Encontro Fazendo Gênero publica estudos sobre feminismo e gênero

Debora Cordeiro Rosa

Florida State University

Genealogias do silêncio: feminismo e gênero.

RIAL, Carmen Sílvia Moraes; TONELI, Maria Juracy Filgueiras (Orgs.).

Florianópolis: Ed. Mulheres, 2004. 198 p.

Em 1994 começou-se a organizar, pela Universidade Federal de Santa Catarina, um evento bienal denominado Fazendo Gênero, onde pesquisadoras e pesquisadores brasileiros e estrangeiros que trabalham no campo dos estudos de gênero e dos estudos feministas vêm se encontrar para apresentações de suas pesquisas e debates em diferentes âmbitos. De lá para cá esses encontros têm gerado várias publicações com coletâneas de vários trabalhos apresentados pelos seus participantes. O exemplar que tenho em minhas mãos é o volume que reúne alguns dos artigos apresentados nos encontros Fazendo Gênero de 2000 e 2002.1 1 Esta resenha foi publicada primeiramente na revista ellipsis Journal of the American Portuguese Studies Association (v. 4, 2006, p. 187-190) e está sendo republicada com a licença do editor e da autora.

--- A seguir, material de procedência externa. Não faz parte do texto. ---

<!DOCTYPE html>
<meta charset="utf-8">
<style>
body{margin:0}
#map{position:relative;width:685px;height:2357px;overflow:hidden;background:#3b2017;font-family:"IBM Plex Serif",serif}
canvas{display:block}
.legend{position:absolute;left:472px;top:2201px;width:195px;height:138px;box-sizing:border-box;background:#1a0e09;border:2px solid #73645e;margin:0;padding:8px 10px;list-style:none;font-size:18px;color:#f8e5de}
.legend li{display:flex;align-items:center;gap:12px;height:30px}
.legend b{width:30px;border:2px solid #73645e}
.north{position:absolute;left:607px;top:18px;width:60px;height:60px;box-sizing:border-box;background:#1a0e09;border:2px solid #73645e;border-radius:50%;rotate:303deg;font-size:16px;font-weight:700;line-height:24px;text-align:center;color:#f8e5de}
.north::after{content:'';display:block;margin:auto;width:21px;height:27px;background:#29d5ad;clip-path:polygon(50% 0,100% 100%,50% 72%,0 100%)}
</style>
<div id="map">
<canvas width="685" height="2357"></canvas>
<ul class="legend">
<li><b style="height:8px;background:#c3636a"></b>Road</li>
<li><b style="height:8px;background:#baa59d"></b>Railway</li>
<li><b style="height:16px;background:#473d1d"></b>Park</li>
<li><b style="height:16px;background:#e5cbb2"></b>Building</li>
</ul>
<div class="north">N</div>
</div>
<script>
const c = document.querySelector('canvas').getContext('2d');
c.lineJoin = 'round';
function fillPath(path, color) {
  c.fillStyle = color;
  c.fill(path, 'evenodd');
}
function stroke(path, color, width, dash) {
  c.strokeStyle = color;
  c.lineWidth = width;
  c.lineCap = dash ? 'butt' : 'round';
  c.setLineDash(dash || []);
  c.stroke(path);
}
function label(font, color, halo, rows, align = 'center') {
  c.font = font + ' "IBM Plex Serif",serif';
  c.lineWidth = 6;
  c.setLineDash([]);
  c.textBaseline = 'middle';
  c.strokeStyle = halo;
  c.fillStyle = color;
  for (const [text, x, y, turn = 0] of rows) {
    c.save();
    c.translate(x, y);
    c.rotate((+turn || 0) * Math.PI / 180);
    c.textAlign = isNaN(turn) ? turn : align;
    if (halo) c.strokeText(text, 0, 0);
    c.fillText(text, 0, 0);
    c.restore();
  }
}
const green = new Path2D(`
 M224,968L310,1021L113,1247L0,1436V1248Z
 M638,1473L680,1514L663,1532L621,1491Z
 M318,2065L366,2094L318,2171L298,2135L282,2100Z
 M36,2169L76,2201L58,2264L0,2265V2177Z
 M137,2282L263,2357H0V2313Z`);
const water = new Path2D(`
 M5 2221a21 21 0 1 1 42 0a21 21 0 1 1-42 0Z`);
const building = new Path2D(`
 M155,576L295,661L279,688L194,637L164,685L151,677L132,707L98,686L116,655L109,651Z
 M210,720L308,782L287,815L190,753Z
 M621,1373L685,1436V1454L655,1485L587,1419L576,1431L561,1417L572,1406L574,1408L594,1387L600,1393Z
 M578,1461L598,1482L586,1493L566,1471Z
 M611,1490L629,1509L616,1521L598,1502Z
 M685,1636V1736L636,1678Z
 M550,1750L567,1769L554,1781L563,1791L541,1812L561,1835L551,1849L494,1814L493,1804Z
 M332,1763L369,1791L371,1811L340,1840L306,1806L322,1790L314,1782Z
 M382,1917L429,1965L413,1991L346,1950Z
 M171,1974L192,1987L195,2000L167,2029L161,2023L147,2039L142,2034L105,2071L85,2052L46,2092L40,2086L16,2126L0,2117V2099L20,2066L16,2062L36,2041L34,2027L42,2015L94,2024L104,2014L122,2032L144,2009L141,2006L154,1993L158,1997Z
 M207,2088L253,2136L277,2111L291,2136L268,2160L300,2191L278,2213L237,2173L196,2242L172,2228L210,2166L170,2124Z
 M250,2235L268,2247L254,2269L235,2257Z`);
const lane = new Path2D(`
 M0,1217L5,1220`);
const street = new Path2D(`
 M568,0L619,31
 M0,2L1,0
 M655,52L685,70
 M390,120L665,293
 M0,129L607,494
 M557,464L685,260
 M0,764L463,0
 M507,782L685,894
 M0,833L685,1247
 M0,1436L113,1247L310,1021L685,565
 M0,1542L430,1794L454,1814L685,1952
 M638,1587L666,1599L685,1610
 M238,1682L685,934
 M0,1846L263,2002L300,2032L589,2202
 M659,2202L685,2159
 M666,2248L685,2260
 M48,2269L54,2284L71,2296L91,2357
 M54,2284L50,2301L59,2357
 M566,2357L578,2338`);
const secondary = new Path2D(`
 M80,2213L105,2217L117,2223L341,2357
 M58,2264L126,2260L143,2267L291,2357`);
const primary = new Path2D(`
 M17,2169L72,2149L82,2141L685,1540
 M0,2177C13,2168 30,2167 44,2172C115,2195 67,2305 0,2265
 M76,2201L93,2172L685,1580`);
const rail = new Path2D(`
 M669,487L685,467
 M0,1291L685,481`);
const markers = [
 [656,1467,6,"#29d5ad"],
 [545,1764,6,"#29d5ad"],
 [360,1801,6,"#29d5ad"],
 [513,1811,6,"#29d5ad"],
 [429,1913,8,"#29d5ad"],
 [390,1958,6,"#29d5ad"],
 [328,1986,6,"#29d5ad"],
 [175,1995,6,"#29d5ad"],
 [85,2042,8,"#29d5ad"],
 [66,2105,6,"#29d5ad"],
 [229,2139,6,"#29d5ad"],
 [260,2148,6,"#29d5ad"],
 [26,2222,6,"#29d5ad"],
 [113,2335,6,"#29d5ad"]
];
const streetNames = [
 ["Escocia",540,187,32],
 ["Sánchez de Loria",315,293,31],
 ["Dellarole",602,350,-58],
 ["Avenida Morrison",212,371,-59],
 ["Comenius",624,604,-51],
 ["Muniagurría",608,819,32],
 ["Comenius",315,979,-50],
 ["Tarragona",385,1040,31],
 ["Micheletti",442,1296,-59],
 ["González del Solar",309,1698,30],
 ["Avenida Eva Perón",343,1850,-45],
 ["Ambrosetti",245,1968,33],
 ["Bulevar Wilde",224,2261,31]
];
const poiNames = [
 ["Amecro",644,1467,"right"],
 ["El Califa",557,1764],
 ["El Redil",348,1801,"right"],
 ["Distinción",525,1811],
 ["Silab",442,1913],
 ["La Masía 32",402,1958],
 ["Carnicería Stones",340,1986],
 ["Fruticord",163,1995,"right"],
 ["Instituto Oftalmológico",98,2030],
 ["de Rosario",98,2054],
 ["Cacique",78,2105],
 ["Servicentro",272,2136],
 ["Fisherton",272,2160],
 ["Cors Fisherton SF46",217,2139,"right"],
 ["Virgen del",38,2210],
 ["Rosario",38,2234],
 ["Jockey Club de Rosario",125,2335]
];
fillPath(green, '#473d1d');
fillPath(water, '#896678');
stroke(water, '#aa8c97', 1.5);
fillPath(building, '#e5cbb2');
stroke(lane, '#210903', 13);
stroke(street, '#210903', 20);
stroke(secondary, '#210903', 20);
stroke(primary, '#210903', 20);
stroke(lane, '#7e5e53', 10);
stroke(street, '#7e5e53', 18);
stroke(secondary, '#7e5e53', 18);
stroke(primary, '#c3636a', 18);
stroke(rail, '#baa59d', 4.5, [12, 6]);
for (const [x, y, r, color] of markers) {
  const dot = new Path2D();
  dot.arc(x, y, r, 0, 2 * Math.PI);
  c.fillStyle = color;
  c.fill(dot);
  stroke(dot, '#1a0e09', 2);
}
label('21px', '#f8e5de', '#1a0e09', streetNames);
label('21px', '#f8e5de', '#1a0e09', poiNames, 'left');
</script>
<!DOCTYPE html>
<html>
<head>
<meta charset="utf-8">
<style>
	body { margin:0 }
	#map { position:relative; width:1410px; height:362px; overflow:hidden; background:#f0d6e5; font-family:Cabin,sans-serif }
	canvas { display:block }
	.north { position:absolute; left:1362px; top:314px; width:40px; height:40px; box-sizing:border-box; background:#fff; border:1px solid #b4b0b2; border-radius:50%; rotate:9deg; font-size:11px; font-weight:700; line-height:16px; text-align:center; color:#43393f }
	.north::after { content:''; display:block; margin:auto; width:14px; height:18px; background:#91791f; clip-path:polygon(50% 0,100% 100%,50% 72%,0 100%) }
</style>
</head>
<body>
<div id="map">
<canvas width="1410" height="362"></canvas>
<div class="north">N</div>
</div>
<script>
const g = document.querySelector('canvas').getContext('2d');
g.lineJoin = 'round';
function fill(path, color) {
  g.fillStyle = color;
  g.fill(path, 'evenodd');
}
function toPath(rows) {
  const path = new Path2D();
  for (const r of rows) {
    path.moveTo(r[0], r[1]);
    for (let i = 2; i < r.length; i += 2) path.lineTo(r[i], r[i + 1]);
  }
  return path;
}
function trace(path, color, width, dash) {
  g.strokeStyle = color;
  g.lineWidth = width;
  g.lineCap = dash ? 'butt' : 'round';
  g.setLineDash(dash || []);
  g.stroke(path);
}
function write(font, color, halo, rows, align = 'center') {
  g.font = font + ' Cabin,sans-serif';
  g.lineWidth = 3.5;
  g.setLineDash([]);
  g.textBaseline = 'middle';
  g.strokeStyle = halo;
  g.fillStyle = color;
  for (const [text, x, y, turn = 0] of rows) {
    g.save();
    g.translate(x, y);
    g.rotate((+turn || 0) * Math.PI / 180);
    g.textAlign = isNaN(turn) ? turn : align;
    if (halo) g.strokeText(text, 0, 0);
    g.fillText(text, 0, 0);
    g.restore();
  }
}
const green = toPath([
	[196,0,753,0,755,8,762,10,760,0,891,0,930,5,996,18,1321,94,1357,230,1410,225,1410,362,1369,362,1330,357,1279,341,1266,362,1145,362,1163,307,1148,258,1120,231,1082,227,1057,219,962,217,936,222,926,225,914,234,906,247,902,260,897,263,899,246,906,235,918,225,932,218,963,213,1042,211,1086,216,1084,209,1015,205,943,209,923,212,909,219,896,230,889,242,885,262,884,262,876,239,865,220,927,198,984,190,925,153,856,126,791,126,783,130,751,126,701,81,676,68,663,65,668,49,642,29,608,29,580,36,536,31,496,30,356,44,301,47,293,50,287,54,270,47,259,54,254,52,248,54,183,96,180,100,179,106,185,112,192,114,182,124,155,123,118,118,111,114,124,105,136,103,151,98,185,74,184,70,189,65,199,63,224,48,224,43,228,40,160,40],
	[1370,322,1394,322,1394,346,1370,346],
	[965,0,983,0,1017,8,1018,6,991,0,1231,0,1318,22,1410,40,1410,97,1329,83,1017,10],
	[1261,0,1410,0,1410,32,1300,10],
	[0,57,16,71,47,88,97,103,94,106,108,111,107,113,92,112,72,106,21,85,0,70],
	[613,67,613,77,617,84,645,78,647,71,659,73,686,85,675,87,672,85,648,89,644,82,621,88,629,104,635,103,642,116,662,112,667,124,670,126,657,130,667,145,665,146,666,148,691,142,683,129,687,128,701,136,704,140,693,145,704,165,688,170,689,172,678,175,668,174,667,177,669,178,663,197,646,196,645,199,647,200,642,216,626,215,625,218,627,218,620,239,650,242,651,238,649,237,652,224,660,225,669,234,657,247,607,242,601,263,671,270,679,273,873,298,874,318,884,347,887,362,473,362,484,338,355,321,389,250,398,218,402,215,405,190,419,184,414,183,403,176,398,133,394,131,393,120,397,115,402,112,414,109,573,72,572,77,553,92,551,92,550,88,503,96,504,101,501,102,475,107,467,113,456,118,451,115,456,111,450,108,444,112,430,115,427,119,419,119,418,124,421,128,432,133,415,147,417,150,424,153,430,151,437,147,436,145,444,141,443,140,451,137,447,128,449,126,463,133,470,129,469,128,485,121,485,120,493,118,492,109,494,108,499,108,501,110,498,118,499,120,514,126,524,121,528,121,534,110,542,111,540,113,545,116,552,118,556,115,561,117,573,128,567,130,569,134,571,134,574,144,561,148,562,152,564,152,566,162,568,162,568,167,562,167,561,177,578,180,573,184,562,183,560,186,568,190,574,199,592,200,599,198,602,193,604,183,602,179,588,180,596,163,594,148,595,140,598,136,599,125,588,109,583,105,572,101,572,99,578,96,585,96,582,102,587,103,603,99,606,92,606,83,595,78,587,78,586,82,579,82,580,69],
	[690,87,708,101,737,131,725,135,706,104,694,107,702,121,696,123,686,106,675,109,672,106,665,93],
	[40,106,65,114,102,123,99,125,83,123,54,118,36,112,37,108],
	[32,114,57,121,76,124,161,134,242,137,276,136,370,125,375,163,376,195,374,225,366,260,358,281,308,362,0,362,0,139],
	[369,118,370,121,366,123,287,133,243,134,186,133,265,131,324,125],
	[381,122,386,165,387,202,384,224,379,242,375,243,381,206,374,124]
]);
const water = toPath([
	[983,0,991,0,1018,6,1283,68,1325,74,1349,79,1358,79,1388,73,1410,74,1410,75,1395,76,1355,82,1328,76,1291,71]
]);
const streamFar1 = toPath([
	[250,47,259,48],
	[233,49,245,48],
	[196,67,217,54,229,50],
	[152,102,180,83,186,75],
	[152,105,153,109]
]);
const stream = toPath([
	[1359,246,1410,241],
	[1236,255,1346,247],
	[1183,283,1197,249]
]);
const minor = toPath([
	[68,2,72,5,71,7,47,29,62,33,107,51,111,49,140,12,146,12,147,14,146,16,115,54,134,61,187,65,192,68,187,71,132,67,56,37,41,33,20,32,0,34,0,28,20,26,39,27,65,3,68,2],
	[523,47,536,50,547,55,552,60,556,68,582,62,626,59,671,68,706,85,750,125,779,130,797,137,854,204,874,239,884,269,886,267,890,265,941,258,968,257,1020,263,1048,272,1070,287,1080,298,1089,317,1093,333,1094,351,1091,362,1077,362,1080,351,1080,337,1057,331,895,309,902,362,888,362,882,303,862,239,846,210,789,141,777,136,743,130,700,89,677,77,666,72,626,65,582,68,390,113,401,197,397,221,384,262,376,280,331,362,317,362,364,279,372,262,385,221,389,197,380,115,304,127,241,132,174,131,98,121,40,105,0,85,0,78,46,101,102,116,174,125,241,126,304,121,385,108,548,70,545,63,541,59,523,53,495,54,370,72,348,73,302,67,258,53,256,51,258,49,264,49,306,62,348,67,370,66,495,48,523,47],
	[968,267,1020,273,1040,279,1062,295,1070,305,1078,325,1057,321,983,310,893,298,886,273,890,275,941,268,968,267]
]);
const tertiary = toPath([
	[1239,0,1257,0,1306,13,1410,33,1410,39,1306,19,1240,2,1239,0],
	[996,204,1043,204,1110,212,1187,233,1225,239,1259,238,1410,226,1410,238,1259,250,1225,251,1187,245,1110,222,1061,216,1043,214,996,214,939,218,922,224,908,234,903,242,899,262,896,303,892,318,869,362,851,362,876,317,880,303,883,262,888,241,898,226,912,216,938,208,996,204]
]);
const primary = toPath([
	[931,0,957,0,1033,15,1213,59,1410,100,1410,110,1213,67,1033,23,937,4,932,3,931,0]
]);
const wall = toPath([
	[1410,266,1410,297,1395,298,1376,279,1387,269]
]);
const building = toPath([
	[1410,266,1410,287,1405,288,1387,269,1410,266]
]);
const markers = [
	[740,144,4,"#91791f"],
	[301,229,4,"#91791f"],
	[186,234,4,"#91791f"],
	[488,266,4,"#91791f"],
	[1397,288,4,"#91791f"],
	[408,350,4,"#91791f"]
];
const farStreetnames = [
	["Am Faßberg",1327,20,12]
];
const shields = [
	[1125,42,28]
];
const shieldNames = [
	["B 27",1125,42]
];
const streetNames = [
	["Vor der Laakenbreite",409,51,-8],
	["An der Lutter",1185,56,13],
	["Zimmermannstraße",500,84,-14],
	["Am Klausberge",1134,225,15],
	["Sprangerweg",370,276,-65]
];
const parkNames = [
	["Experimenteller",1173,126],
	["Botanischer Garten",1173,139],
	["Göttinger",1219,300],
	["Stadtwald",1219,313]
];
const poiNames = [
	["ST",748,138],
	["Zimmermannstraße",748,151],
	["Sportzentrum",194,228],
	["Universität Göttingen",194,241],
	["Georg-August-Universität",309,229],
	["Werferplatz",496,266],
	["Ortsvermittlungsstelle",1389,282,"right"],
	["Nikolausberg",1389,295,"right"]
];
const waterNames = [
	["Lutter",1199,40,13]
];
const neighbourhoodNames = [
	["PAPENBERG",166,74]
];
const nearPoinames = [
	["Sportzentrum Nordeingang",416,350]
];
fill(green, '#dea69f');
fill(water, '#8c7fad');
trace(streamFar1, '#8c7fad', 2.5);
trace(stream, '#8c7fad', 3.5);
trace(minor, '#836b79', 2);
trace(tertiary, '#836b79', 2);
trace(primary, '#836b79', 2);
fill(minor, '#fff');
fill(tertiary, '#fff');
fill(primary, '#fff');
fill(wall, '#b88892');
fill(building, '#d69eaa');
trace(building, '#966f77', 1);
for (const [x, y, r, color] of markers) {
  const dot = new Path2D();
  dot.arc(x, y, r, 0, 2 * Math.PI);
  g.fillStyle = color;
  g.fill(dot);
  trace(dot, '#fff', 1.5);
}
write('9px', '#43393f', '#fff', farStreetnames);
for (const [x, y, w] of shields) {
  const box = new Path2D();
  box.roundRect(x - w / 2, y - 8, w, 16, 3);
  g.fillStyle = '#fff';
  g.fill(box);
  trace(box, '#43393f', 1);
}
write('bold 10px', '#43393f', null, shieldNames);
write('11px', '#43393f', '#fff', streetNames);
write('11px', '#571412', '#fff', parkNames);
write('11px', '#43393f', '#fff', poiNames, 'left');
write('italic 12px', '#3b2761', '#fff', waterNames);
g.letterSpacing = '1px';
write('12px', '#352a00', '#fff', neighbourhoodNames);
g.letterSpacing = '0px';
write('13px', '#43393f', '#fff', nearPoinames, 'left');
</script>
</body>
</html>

Conforme comentam as organizadoras do volume, os estudos de gênero e feministas estão amplamente consolidados no Brasil, especialmente na Universidade Federal de Santa Catarina (UFSC), que tem um interesse particular nessa área de estudos no país, contando com mais de 30 professoras doutoras que se dedicam a pesquisas no setor. Desde 1999 é na UFSC que um grupo de professoras se dedica à edição da Revista Estudos Feministas, publicação altamente conceituada tanto no Brasil como também no exterior. Todas essas referências nos asseguram que a criação deste volume vem de acadêmicas de altíssima qualidade.

O tema do encontro realizado no ano 2000 girou em torno de "Cultura, política e sexualidade no século XXI", o que ampliou o alcance do projeto, tendo como objetivo a realização de um balanço do século XX na área de estudos de gênero e feministas assim como debate sobre as perspectivas para o século XXI (p. 9). Além das participantes nacionais, renomadas pesquisadoras da Europa, Estados Unidos e América Latina participaram do evento.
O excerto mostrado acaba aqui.